TO DO
Scan the records beneath this line for the line holding "Give bounding boxes" and the line holding "I need the bounding", then transcribe exactly those two and all lines between.

MATERIAL SUPPLIED
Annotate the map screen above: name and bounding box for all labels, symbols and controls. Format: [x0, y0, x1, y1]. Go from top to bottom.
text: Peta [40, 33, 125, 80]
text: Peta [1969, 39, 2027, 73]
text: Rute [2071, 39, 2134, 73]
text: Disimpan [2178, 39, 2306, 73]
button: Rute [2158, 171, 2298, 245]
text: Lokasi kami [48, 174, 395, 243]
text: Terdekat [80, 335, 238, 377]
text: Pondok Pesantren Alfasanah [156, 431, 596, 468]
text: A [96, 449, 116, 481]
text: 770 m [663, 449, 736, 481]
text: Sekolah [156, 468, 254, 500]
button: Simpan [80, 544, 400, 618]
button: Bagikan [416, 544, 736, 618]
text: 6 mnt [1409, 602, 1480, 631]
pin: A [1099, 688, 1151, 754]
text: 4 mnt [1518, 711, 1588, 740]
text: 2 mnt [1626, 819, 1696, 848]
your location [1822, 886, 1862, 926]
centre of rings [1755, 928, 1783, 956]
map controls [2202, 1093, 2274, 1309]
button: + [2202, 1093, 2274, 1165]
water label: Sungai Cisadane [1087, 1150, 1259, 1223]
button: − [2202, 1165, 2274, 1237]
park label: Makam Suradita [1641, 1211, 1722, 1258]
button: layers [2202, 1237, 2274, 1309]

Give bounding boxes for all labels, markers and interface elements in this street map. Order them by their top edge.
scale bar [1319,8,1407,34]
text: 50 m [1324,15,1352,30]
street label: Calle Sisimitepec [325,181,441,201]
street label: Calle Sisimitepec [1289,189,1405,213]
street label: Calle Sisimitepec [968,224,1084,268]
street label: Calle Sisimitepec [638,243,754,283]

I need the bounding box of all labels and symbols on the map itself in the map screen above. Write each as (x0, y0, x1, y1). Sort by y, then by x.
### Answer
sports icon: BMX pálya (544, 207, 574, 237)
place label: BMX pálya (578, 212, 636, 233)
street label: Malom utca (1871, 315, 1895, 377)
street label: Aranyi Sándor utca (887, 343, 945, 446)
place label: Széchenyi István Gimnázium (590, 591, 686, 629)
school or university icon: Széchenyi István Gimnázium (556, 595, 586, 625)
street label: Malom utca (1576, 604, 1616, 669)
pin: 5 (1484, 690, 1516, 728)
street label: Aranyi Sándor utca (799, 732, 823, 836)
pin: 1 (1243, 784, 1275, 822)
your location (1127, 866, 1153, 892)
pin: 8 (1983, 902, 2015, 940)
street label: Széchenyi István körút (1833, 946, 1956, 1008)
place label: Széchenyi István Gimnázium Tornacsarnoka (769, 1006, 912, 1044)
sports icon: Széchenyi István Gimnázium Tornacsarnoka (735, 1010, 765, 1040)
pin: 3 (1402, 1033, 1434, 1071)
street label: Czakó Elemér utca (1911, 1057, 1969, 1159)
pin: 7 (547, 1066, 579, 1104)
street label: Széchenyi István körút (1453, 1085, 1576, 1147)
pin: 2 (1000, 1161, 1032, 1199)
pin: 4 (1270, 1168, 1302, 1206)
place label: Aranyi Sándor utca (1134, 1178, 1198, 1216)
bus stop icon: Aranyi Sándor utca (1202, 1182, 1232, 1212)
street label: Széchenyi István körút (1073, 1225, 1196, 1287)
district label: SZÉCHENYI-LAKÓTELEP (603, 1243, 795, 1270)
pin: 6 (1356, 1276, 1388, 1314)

EXERCISE SOLUTION
Give bounding boxes for all labels, markers and interface elements in this street map. Order them by their top edge.
scale bar [1319,8,1407,34]
text: 50 m [1324,15,1352,30]
street label: Calle Sisimitepec [325,181,441,201]
street label: Calle Sisimitepec [1289,189,1405,213]
street label: Calle Sisimitepec [968,224,1084,268]
street label: Calle Sisimitepec [638,243,754,283]

I need the bounding box of all labels and symbols on the map itself in the map screen above. Write each as (x0, y0, x1, y1). Sort by y, then by x.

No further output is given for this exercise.